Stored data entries
════

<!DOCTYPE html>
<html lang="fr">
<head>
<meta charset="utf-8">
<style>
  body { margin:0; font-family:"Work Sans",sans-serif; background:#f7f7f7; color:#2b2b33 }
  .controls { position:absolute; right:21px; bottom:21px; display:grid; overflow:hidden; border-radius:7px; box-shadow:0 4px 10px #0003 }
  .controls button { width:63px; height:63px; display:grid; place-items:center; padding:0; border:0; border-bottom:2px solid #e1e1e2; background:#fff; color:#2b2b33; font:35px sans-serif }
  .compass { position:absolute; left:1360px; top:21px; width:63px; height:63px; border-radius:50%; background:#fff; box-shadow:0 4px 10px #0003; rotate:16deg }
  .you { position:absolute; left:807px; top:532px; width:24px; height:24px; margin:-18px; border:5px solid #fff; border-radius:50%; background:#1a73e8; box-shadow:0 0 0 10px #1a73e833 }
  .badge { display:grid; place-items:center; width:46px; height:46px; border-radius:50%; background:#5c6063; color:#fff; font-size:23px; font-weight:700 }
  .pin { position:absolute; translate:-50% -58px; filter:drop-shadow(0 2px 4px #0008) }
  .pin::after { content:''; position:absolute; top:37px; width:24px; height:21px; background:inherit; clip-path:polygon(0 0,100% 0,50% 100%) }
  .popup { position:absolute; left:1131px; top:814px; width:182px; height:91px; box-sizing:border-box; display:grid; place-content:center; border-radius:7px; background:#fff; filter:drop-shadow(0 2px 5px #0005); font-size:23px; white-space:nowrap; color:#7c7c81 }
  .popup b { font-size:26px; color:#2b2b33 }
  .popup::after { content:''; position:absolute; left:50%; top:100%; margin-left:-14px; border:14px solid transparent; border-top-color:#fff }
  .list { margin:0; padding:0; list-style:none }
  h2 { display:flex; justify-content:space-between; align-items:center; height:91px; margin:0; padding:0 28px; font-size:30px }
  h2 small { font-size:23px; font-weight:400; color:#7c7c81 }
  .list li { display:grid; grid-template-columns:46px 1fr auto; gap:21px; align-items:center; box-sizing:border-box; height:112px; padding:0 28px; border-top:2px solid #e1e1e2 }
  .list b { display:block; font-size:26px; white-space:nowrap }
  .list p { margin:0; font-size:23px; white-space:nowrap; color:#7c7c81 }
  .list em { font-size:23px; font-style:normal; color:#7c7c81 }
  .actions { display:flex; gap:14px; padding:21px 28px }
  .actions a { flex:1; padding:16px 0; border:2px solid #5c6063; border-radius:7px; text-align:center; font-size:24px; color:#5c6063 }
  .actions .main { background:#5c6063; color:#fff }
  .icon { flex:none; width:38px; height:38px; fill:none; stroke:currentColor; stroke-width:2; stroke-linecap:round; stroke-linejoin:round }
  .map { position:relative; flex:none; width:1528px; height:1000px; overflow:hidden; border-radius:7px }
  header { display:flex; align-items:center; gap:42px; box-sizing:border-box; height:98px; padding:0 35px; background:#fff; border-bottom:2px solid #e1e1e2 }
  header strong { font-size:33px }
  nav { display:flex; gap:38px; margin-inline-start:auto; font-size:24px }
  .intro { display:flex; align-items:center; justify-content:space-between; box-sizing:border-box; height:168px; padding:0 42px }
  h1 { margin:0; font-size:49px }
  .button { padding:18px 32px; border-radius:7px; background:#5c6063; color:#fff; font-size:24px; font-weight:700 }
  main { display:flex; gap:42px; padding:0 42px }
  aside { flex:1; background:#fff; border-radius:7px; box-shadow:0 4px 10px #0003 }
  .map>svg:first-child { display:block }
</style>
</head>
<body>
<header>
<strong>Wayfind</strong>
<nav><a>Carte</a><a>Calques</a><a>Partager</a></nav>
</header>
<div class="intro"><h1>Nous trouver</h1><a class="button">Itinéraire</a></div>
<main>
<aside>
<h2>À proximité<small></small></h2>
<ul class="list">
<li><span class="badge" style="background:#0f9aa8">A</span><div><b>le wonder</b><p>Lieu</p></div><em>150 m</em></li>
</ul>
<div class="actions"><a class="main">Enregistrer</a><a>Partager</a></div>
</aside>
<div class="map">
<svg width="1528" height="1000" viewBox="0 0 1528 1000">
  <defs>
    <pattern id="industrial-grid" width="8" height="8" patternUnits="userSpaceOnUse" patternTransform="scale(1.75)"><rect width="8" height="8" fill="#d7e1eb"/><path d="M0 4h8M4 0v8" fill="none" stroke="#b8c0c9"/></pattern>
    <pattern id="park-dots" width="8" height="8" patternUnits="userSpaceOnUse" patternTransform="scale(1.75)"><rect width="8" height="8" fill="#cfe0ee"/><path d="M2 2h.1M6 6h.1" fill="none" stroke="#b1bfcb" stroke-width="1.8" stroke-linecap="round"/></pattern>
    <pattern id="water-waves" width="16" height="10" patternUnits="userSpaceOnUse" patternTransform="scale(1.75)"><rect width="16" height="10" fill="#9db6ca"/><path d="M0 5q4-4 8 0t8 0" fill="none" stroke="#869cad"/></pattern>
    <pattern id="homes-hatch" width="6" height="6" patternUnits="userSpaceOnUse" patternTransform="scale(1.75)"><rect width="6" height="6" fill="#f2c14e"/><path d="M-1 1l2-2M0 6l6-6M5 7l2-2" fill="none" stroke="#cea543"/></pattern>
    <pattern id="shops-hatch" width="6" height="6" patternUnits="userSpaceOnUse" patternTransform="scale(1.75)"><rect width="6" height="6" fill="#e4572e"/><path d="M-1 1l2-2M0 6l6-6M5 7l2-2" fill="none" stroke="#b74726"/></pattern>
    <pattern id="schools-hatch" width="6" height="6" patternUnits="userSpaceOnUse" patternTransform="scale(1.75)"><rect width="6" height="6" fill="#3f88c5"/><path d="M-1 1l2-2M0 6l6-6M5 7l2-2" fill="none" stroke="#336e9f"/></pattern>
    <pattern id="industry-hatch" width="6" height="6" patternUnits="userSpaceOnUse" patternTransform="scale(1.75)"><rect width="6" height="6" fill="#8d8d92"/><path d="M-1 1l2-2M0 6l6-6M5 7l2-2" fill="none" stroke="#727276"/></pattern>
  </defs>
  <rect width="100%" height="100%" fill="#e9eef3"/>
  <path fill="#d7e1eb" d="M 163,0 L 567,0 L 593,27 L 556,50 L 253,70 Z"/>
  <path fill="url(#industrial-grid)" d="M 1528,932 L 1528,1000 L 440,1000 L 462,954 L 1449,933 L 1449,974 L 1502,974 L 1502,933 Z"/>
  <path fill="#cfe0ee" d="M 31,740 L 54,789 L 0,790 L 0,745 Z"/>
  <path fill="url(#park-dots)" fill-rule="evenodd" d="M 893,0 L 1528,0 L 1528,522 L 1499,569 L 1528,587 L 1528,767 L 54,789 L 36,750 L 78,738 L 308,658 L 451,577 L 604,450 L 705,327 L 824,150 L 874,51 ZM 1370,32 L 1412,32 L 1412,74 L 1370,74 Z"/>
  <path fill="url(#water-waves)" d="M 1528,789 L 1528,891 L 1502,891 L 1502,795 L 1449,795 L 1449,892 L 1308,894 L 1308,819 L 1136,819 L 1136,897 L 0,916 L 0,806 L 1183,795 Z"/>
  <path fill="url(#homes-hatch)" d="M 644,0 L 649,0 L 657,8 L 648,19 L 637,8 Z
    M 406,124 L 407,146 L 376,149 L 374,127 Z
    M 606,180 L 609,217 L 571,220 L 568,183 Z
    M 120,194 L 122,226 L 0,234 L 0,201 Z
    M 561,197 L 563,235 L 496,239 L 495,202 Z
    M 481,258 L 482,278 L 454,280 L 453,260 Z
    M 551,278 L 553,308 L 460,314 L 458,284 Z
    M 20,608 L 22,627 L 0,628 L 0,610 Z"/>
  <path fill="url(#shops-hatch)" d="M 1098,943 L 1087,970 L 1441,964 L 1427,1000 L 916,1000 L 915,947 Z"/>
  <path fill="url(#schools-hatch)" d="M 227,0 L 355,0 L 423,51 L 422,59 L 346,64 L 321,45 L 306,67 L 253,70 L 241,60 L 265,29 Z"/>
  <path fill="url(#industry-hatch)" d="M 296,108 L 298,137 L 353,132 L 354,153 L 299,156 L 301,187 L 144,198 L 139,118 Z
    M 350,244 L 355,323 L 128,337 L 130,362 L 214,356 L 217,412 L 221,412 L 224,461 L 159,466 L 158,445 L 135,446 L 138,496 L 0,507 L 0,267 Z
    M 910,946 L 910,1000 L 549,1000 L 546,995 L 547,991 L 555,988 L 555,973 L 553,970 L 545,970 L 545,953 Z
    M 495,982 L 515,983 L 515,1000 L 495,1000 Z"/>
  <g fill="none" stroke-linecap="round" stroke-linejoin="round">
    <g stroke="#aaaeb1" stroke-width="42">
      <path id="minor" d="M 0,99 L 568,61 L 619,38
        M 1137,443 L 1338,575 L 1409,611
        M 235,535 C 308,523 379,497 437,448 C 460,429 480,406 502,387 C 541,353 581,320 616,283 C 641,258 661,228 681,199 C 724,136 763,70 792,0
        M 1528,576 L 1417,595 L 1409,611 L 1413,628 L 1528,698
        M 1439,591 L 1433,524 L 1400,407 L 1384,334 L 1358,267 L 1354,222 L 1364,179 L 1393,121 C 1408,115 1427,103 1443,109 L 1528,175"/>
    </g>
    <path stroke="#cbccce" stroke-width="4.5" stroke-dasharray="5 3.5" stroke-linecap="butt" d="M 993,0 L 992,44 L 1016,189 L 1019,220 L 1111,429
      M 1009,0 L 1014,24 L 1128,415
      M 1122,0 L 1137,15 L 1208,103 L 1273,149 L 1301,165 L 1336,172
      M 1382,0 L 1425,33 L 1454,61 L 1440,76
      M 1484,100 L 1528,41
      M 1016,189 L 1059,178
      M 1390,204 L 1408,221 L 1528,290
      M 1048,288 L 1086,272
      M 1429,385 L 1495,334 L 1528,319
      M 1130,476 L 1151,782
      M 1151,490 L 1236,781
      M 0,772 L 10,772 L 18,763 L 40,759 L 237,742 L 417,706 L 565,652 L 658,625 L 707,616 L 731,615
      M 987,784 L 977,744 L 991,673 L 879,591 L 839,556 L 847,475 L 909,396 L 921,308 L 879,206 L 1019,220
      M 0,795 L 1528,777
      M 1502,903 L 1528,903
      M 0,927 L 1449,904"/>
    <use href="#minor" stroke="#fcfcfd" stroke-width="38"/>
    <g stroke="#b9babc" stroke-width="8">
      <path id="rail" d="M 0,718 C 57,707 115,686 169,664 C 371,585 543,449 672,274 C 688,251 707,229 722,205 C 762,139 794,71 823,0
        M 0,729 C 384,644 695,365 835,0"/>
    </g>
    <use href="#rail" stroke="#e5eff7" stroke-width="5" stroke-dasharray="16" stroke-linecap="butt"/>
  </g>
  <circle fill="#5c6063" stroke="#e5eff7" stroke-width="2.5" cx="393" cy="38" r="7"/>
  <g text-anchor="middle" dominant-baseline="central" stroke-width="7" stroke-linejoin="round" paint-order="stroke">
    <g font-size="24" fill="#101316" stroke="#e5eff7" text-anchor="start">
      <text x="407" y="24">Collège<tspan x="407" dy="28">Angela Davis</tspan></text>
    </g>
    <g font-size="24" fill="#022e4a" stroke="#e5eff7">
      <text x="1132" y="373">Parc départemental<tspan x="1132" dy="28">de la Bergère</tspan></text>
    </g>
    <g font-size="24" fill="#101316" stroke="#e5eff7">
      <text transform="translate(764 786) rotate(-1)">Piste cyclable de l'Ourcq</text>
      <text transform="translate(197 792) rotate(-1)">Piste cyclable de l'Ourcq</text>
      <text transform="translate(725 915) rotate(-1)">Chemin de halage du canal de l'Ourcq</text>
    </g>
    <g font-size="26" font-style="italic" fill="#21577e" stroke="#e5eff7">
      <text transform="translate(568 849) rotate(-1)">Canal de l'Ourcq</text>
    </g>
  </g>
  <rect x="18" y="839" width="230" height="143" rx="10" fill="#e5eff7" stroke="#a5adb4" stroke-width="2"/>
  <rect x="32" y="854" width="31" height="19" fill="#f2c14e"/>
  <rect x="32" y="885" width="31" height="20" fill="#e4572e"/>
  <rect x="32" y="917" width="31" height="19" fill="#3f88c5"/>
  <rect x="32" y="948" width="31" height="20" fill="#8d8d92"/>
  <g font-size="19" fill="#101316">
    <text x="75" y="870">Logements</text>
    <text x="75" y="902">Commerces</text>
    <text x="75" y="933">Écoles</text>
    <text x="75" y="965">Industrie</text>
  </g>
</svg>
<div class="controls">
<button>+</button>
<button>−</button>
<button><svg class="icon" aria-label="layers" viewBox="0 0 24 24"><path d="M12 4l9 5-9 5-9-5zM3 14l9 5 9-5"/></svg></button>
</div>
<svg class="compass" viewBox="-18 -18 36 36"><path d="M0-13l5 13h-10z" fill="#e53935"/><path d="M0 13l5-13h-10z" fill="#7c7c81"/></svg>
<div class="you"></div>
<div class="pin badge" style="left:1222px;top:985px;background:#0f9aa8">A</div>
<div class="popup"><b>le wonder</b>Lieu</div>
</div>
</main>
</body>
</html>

════

▶ [Aim of the exercise] Read through the data above. Report each line that has the word "nowrap".

▶ [Response below]
  .popup { position:absolute; left:1131px; top:814px; width:182px; height:91px; box-sizing:border-box; display:grid; place-content:center; border-radius:7px; background:#fff; filter:drop-shadow(0 2px 5px #0005); font-size:23px; white-space:nowrap; color:#7c7c81 }
  .list b { display:block; font-size:26px; white-space:nowrap }
  .list p { margin:0; font-size:23px; white-space:nowrap; color:#7c7c81 }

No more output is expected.